Как видите, кремлевская администрация вовсе не была «страусом», который прячет голову от реальных проблем. Но, несмотря на эти исследования, ясно показывающие градус социального напряжения, президент продолжал проводить реформы.
В книге «Американская цивилизация» М. Лернера (посвященной менталитету американцев в 50-е годы) я наткнулся на такой вот интересный пассаж:
«Страсть к созданию всякого рода сообществ в Америке очень сильна: ни в одной другой стране вы не найдете столько тайных братств, “деловых клубов”, профессиональных или отраслевых ассоциаций. Вот лишь несколько выборочных цифр, относящихся к середине 50-х годов, для иллюстрации: разного рода братства объединяли в своих рядах по меньшей мере 20 миллионов членов; существовало около 100 тысяч женских клубов; 2 миллиона молодых людей принадлежали к клубам “4 Эйч” в сельской местности и в маленьких городках. По крайней мере, 100 миллионов американцев были членами какой-нибудь общенациональной организации».

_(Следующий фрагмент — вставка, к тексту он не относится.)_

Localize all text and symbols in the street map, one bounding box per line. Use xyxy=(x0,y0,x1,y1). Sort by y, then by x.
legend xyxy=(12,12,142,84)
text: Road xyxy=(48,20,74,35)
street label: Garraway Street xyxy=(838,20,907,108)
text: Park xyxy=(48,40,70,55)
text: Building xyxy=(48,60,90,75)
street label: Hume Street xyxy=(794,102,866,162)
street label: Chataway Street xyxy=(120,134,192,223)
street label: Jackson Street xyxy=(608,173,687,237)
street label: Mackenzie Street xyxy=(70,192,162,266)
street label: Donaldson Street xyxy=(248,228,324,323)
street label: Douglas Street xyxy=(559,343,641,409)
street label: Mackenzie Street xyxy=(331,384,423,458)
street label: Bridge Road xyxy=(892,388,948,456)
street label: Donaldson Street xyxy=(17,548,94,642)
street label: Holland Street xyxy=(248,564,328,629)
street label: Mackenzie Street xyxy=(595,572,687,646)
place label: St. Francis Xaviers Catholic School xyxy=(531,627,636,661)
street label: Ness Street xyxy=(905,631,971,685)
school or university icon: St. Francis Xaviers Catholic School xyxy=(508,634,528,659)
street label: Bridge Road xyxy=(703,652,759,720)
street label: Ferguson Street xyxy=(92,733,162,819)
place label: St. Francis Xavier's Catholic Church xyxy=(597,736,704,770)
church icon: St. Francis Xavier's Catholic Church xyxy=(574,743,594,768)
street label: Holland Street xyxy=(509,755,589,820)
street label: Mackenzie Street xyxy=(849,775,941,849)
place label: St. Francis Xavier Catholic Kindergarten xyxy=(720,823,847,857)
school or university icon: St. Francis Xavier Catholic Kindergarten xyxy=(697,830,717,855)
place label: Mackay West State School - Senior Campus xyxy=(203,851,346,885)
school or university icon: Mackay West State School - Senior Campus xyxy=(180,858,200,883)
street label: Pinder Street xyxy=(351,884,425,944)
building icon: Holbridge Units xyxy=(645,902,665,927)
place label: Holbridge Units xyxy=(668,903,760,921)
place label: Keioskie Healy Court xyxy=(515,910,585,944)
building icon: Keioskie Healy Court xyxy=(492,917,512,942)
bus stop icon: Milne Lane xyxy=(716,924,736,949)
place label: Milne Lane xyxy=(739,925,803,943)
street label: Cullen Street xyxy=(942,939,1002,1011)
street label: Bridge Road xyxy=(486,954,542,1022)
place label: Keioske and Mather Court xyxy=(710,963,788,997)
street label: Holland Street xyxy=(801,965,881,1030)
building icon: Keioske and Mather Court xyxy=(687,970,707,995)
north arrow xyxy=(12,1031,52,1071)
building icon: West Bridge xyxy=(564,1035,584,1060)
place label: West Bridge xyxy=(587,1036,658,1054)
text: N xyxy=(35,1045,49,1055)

Фантастические цифры, не правда ли? За этой сухой статистикой — портрет нации, у которой были сильно развиты «соседский», общественный инстинкт, чувство локтя и товарищества, а значит, и чувство сострадания, коллективной морали.
Возможно, именно этот сильно развитый «общественный инстинкт» помог американцам выстоять и сохранить свои ценности в годы Великой депрессии (вопреки нашим штампованным представлениям об индивидуализме американцев). Куда же девался в трудные 90-е годы знаменитый советский коллективизм? Очевидно одно: новая общественная ситуация оказалась для него непреодолимой. И в нужный момент он не сработал. Объединиться перед лицом возникшей угрозы общество не смогло.
Для общественного примирения и согласия отсутствовали самые главные инструменты — возможность объединиться хоть на какой-нибудь почве. Общество оказалось расколото ментально, единицы не составляли целого, депрессия поразила главным образом не экономику, а сознание людей.
Но все-таки, несмотря на тяжелый процесс в экономике, страна потихоньку начала выбираться из кризиса, связанного с событиями октября 1993 года. Выбирался, безусловно, и Ельцин.